Friday, August 17, 2012

Sometimes Writer's Block is a Good Thing

To tell the truth, the fourth book of the Coiree series has hit a road block. I was steaming along and suddenly couldn't write anymore.

Well, I couldn't write that story anymore. I worked on my fantasy novel posts (coming soon). I got inspired to write the beginnings of a zombie story. But for Ogden's story, nothing. I would open the page and nothing would inspire me. I knew where I wanted the story to go, but I couldn’t get the characters to move.


What happen?


It struck me a few days ago the reason I lost interest. I was bored with Ogden. In the last few books I have hinted at what he can do. And then I give him a tale that he could sleep walk through.
That's not to say there are not twists and turns, or surprises, but nothing to make the main character sweat.


That’s the important bit, keep your protagonist hoping. They should be in the dark as much as your readers will be about what is going on. That’s important to remember: YOUR ANTAGONIST IS THERE TO CHALLENGE YOUR MAIN CHARACTER. The antagonist is not there to be like Wild E Coyote, throwing obstacles in the way, that your protagonist can easily get around (unless you are making the antagonist a comic character). He or she should be like Moriarty, staying one step a head of your main character, until your main character figures out how to beat them.


You need a good antagonist or no matter how unique your main character is when you came up with them, they will seem flat without the protagonist.

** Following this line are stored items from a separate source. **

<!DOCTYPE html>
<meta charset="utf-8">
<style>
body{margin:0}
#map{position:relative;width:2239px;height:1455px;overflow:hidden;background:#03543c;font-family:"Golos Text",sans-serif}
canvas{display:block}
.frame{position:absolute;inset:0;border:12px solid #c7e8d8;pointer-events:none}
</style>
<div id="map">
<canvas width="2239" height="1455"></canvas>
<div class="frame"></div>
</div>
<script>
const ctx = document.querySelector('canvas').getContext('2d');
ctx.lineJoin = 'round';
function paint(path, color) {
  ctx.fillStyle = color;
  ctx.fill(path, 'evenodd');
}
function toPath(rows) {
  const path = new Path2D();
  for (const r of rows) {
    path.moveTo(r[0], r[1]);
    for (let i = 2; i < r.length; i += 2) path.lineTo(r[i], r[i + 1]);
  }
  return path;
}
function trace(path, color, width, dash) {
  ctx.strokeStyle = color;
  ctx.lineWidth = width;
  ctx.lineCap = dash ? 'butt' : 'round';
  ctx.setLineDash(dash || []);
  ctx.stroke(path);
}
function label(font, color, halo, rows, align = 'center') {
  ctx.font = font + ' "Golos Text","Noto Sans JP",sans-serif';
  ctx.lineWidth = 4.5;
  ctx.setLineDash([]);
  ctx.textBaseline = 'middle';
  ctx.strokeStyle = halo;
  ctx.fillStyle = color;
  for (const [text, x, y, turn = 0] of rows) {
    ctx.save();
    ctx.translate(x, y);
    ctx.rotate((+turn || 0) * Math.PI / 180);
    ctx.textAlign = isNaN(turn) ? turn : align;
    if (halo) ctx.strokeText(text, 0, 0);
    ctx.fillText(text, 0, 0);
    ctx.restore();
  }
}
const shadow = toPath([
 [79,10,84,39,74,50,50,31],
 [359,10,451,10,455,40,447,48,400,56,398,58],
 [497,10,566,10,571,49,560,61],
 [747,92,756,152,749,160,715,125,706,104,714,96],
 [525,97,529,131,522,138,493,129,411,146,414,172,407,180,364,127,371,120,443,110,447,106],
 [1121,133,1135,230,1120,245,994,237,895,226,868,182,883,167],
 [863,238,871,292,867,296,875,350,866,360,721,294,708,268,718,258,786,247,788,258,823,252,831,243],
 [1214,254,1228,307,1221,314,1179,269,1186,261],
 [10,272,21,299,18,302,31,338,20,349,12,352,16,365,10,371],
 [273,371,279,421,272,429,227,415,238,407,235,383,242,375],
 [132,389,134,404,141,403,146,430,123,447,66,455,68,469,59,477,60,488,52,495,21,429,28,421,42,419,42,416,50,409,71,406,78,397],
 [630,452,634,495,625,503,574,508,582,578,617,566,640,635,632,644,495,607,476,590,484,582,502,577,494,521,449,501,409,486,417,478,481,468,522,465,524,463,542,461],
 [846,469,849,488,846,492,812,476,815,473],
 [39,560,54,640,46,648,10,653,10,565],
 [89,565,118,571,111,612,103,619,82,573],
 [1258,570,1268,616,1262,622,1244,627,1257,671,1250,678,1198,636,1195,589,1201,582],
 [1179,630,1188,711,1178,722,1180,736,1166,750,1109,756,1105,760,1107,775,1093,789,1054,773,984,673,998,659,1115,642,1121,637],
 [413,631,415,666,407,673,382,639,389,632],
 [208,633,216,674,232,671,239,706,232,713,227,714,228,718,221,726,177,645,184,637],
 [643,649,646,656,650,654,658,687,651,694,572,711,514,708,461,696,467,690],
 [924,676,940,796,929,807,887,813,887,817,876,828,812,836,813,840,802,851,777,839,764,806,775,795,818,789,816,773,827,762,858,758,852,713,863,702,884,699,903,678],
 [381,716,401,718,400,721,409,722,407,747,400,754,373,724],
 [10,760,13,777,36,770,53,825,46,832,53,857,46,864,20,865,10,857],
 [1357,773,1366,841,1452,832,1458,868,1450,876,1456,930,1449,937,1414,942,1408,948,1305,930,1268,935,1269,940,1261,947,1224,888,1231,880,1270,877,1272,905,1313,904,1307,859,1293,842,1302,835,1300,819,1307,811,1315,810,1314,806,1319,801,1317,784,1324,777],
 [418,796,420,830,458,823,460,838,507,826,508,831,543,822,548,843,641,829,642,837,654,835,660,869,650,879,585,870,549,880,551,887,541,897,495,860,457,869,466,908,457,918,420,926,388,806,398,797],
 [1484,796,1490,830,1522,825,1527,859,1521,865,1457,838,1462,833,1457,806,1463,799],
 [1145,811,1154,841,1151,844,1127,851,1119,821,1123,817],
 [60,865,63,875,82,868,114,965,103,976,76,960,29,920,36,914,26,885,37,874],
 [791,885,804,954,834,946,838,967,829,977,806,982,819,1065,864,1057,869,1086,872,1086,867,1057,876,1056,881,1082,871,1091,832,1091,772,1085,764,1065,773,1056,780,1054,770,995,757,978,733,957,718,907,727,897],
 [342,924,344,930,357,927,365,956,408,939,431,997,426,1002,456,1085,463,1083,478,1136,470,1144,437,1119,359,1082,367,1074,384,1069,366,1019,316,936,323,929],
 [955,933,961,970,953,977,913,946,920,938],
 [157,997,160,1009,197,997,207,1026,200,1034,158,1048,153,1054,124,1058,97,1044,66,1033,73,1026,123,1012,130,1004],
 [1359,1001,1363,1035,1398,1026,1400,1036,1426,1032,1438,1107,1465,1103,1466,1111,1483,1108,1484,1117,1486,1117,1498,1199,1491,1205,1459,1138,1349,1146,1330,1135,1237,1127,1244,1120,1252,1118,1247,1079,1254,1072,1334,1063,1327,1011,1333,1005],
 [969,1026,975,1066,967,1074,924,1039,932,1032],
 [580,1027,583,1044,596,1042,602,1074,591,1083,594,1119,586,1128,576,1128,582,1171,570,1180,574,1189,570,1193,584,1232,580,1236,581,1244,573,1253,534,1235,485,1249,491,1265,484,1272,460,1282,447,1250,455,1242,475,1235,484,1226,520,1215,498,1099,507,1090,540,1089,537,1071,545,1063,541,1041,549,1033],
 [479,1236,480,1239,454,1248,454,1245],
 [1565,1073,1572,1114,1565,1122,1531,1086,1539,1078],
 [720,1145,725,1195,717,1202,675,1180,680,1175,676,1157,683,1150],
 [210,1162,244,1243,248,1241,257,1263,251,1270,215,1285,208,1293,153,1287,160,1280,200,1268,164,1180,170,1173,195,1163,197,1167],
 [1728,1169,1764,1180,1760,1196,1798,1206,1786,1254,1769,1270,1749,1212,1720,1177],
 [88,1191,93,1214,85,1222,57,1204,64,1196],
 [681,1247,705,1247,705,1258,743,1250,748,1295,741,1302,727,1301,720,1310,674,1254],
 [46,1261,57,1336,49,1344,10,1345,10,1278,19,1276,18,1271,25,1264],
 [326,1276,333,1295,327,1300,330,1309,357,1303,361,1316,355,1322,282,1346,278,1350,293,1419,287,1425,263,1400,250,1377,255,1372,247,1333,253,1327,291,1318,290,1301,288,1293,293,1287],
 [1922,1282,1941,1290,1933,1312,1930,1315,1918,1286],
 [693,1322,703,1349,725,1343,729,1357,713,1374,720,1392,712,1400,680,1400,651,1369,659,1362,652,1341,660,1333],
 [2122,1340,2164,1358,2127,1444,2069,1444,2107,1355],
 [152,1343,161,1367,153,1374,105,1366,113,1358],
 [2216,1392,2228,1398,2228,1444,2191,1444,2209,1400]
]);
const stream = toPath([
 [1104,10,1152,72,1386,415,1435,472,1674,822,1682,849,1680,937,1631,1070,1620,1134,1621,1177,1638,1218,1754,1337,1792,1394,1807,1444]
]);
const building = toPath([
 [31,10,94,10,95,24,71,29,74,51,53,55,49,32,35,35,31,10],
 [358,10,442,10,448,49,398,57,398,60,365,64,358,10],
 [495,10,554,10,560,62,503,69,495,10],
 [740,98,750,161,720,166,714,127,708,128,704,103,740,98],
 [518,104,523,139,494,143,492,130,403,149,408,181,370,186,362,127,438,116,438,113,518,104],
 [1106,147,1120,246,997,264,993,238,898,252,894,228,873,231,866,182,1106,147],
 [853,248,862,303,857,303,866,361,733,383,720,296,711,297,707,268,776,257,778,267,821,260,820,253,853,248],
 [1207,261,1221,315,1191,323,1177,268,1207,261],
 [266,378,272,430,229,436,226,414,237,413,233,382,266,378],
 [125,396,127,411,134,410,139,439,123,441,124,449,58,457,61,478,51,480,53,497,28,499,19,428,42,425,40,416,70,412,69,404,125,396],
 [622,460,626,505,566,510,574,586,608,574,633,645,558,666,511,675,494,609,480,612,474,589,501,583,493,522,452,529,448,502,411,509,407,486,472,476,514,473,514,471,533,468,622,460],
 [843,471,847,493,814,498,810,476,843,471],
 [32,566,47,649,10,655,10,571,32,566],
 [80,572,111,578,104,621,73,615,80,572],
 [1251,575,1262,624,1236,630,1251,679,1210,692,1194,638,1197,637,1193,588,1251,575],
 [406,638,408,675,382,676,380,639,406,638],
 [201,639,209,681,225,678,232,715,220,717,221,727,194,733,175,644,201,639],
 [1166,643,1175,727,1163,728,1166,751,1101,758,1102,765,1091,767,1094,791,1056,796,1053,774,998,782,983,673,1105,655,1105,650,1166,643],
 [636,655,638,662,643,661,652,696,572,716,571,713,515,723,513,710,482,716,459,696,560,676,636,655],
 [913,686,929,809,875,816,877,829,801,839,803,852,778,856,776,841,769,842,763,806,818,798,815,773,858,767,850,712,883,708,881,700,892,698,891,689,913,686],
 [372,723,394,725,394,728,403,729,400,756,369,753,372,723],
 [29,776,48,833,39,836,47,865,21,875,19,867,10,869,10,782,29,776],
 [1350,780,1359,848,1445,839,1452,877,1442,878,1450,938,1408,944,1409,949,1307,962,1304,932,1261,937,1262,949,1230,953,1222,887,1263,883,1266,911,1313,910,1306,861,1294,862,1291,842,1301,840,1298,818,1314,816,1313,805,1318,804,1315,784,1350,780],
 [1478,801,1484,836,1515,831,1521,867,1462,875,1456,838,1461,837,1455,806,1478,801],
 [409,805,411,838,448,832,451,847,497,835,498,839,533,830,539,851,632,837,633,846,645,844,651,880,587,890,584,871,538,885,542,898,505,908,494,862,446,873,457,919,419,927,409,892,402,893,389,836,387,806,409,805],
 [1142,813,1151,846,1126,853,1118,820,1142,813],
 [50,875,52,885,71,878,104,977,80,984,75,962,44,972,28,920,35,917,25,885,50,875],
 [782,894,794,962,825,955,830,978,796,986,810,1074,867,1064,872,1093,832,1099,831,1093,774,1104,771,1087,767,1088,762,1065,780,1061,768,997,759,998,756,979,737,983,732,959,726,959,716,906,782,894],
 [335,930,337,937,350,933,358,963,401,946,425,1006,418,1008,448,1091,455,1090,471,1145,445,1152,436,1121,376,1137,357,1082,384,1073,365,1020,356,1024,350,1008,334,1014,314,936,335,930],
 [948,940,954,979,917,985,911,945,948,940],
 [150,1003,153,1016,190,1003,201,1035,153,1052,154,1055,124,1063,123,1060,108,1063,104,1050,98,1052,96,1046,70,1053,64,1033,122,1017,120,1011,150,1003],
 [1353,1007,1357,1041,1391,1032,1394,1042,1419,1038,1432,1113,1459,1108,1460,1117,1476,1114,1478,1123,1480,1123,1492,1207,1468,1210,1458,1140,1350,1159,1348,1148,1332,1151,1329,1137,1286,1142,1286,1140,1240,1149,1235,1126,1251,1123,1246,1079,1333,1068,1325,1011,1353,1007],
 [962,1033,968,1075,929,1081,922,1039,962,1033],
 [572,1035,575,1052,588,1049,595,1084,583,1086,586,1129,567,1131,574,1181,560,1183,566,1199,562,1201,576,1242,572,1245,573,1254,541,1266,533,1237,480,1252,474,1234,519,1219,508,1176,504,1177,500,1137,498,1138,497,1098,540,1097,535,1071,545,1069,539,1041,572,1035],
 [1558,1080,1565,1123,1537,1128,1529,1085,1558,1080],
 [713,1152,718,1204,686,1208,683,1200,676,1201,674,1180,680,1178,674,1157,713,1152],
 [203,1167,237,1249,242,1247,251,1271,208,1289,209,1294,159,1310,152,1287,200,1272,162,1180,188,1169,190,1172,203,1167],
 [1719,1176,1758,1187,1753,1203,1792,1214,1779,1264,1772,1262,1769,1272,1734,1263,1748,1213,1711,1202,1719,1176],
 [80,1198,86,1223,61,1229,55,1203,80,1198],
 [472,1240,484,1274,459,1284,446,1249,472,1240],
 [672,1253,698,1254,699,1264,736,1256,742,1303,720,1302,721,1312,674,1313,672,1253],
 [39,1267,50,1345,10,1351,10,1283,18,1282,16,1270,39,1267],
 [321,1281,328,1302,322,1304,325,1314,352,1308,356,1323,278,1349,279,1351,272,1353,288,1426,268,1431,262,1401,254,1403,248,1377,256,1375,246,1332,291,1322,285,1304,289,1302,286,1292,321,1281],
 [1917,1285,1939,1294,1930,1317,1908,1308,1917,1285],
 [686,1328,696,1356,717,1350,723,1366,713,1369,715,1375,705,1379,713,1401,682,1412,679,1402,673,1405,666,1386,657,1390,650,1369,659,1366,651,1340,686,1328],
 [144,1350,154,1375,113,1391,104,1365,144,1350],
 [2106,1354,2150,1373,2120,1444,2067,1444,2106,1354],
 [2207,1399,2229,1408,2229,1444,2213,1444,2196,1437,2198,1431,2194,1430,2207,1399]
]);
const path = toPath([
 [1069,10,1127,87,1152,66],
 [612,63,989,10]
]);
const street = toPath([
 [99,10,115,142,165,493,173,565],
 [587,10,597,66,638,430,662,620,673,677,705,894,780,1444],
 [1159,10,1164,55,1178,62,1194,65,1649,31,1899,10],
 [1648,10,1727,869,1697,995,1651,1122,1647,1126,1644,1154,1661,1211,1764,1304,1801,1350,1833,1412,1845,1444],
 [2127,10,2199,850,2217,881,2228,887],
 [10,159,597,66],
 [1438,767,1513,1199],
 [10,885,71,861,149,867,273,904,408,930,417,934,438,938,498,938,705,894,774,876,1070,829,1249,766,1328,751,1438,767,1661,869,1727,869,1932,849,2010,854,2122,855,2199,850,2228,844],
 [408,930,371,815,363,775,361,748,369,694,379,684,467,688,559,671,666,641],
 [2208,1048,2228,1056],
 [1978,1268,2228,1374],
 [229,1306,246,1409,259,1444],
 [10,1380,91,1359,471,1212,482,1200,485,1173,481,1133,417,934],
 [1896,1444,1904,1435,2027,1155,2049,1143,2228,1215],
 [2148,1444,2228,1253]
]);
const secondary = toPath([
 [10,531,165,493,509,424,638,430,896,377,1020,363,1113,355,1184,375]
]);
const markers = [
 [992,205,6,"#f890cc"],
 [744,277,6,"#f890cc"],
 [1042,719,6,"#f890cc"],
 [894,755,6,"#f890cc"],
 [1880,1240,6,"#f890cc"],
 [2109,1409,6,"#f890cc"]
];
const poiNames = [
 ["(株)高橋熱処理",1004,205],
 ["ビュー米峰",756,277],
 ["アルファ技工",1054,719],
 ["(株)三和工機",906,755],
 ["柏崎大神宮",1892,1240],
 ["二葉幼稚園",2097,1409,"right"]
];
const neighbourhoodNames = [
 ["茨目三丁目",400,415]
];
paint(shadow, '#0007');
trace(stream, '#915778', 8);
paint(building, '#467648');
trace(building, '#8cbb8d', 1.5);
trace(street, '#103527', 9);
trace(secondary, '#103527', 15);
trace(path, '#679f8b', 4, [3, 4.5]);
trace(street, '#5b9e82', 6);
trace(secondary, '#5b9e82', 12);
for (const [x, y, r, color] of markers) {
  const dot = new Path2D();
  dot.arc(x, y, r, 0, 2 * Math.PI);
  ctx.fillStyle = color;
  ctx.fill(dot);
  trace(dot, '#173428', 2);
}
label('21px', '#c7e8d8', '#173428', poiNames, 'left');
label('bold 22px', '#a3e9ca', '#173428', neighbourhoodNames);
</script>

Now having writers block has allowed me to rethink the antagonist. He or she wasn't a challenge. I have brained stormed a few ideas. A few I can work in with minor rewrites, a couple of ideas will require me to redo entire sections. But at the end I hope I can put Ogden up a tree and set fire to it.


Will it be worth it?


I think so. Because if I am not excited about the character, why should I expect my readers to be?